Start of THE DATA

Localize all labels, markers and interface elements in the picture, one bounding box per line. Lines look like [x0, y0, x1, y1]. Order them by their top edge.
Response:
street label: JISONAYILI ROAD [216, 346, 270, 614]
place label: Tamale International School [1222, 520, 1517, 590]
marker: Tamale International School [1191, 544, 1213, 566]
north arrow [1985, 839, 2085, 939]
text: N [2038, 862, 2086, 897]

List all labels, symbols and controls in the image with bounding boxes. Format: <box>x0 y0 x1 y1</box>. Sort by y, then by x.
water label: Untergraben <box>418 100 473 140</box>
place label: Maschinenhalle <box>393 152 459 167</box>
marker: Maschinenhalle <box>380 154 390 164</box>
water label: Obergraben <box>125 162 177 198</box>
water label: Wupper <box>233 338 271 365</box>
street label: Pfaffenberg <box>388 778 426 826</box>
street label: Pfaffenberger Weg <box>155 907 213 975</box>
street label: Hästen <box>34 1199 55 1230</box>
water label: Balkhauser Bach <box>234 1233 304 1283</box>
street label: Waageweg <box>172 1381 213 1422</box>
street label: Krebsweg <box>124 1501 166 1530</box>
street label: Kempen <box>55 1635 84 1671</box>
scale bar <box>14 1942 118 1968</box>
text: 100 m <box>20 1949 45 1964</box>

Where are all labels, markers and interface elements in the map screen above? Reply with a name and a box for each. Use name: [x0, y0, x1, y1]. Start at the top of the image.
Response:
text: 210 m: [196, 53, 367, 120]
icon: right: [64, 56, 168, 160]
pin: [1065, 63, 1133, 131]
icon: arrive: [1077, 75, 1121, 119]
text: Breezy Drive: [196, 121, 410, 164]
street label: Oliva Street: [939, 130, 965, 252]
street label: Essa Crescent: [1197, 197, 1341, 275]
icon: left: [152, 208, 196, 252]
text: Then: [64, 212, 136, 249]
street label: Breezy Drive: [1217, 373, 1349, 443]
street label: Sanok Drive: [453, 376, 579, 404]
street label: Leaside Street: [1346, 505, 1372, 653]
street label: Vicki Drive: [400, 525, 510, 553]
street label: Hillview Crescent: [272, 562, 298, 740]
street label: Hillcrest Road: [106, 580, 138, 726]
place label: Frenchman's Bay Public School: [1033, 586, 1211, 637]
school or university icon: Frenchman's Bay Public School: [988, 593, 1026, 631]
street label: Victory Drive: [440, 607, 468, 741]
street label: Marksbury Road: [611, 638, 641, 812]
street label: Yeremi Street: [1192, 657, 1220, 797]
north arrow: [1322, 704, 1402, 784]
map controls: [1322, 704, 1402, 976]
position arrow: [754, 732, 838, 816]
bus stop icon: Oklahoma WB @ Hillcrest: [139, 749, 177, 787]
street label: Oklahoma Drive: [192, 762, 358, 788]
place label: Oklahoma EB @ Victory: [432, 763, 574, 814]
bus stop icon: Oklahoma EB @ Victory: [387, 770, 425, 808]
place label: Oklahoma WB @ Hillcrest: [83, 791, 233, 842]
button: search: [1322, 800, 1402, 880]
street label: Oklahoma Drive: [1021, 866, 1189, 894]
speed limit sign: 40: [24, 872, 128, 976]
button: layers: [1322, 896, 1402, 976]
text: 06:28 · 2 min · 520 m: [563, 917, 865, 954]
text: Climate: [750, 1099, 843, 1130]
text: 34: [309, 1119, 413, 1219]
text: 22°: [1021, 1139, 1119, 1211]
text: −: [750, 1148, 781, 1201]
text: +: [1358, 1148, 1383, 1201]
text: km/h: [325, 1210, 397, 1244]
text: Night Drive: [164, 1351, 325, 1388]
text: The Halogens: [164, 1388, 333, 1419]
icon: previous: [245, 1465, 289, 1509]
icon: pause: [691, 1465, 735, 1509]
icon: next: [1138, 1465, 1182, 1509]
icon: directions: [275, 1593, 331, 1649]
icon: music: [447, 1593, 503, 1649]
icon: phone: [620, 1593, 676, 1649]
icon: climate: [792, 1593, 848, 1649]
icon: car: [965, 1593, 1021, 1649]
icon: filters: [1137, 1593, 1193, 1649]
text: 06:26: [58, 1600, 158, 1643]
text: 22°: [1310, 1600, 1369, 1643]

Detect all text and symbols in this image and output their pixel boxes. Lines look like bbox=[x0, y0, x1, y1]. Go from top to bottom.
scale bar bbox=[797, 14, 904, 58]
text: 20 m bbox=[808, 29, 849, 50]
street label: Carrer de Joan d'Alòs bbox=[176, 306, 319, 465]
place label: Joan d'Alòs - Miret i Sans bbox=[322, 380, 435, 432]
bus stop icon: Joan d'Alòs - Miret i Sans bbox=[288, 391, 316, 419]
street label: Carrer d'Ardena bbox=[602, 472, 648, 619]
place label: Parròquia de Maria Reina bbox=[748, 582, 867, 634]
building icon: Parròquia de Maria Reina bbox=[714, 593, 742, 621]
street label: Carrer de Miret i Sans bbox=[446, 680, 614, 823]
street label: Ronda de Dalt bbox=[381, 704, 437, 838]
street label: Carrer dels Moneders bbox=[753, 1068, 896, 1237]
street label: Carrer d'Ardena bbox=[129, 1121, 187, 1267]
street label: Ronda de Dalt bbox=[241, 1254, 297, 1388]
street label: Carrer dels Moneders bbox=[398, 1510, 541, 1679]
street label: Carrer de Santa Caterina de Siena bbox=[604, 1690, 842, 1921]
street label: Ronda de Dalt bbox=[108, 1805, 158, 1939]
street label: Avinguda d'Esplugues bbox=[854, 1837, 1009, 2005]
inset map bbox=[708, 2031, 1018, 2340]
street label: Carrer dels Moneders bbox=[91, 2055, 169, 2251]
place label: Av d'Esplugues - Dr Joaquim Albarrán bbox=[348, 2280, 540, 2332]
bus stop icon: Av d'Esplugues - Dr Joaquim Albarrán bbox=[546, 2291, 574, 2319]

End of THE DATA

#### ASSIGNMENT:
An exact reproduction of the listing is needed.

#### SOLUTION:
Localize all labels, markers and interface elements in the picture, one bounding box per line. Lines look like [x0, y0, x1, y1]. Order them by their top edge.
Response:
street label: JISONAYILI ROAD [216, 346, 270, 614]
place label: Tamale International School [1222, 520, 1517, 590]
marker: Tamale International School [1191, 544, 1213, 566]
north arrow [1985, 839, 2085, 939]
text: N [2038, 862, 2086, 897]

List all labels, symbols and controls in the image with bounding boxes. Format: <box>x0 y0 x1 y1</box>. Sort by y, then by x.
water label: Untergraben <box>418 100 473 140</box>
place label: Maschinenhalle <box>393 152 459 167</box>
marker: Maschinenhalle <box>380 154 390 164</box>
water label: Obergraben <box>125 162 177 198</box>
water label: Wupper <box>233 338 271 365</box>
street label: Pfaffenberg <box>388 778 426 826</box>
street label: Pfaffenberger Weg <box>155 907 213 975</box>
street label: Hästen <box>34 1199 55 1230</box>
water label: Balkhauser Bach <box>234 1233 304 1283</box>
street label: Waageweg <box>172 1381 213 1422</box>
street label: Krebsweg <box>124 1501 166 1530</box>
street label: Kempen <box>55 1635 84 1671</box>
scale bar <box>14 1942 118 1968</box>
text: 100 m <box>20 1949 45 1964</box>

Where are all labels, markers and interface elements in the map screen above? Reply with a name and a box for each. Use name: [x0, y0, x1, y1]. Start at the top of the image.
Response:
text: 210 m: [196, 53, 367, 120]
icon: right: [64, 56, 168, 160]
pin: [1065, 63, 1133, 131]
icon: arrive: [1077, 75, 1121, 119]
text: Breezy Drive: [196, 121, 410, 164]
street label: Oliva Street: [939, 130, 965, 252]
street label: Essa Crescent: [1197, 197, 1341, 275]
icon: left: [152, 208, 196, 252]
text: Then: [64, 212, 136, 249]
street label: Breezy Drive: [1217, 373, 1349, 443]
street label: Sanok Drive: [453, 376, 579, 404]
street label: Leaside Street: [1346, 505, 1372, 653]
street label: Vicki Drive: [400, 525, 510, 553]
street label: Hillview Crescent: [272, 562, 298, 740]
street label: Hillcrest Road: [106, 580, 138, 726]
place label: Frenchman's Bay Public School: [1033, 586, 1211, 637]
school or university icon: Frenchman's Bay Public School: [988, 593, 1026, 631]
street label: Victory Drive: [440, 607, 468, 741]
street label: Marksbury Road: [611, 638, 641, 812]
street label: Yeremi Street: [1192, 657, 1220, 797]
north arrow: [1322, 704, 1402, 784]
map controls: [1322, 704, 1402, 976]
position arrow: [754, 732, 838, 816]
bus stop icon: Oklahoma WB @ Hillcrest: [139, 749, 177, 787]
street label: Oklahoma Drive: [192, 762, 358, 788]
place label: Oklahoma EB @ Victory: [432, 763, 574, 814]
bus stop icon: Oklahoma EB @ Victory: [387, 770, 425, 808]
place label: Oklahoma WB @ Hillcrest: [83, 791, 233, 842]
button: search: [1322, 800, 1402, 880]
street label: Oklahoma Drive: [1021, 866, 1189, 894]
speed limit sign: 40: [24, 872, 128, 976]
button: layers: [1322, 896, 1402, 976]
text: 06:28 · 2 min · 520 m: [563, 917, 865, 954]
text: Climate: [750, 1099, 843, 1130]
text: 34: [309, 1119, 413, 1219]
text: 22°: [1021, 1139, 1119, 1211]
text: −: [750, 1148, 781, 1201]
text: +: [1358, 1148, 1383, 1201]
text: km/h: [325, 1210, 397, 1244]
text: Night Drive: [164, 1351, 325, 1388]
text: The Halogens: [164, 1388, 333, 1419]
icon: previous: [245, 1465, 289, 1509]
icon: pause: [691, 1465, 735, 1509]
icon: next: [1138, 1465, 1182, 1509]
icon: directions: [275, 1593, 331, 1649]
icon: music: [447, 1593, 503, 1649]
icon: phone: [620, 1593, 676, 1649]
icon: climate: [792, 1593, 848, 1649]
icon: car: [965, 1593, 1021, 1649]
icon: filters: [1137, 1593, 1193, 1649]
text: 06:26: [58, 1600, 158, 1643]
text: 22°: [1310, 1600, 1369, 1643]

Detect all text and symbols in this image and output their pixel boxes. Lines look like bbox=[x0, y0, x1, y1]. Go from top to bottom.
scale bar bbox=[797, 14, 904, 58]
text: 20 m bbox=[808, 29, 849, 50]
street label: Carrer de Joan d'Alòs bbox=[176, 306, 319, 465]
place label: Joan d'Alòs - Miret i Sans bbox=[322, 380, 435, 432]
bus stop icon: Joan d'Alòs - Miret i Sans bbox=[288, 391, 316, 419]
street label: Carrer d'Ardena bbox=[602, 472, 648, 619]
place label: Parròquia de Maria Reina bbox=[748, 582, 867, 634]
building icon: Parròquia de Maria Reina bbox=[714, 593, 742, 621]
street label: Carrer de Miret i Sans bbox=[446, 680, 614, 823]
street label: Ronda de Dalt bbox=[381, 704, 437, 838]
street label: Carrer dels Moneders bbox=[753, 1068, 896, 1237]
street label: Carrer d'Ardena bbox=[129, 1121, 187, 1267]
street label: Ronda de Dalt bbox=[241, 1254, 297, 1388]
street label: Carrer dels Moneders bbox=[398, 1510, 541, 1679]
street label: Carrer de Santa Caterina de Siena bbox=[604, 1690, 842, 1921]
street label: Ronda de Dalt bbox=[108, 1805, 158, 1939]
street label: Avinguda d'Esplugues bbox=[854, 1837, 1009, 2005]
inset map bbox=[708, 2031, 1018, 2340]
street label: Carrer dels Moneders bbox=[91, 2055, 169, 2251]
place label: Av d'Esplugues - Dr Joaquim Albarrán bbox=[348, 2280, 540, 2332]
bus stop icon: Av d'Esplugues - Dr Joaquim Albarrán bbox=[546, 2291, 574, 2319]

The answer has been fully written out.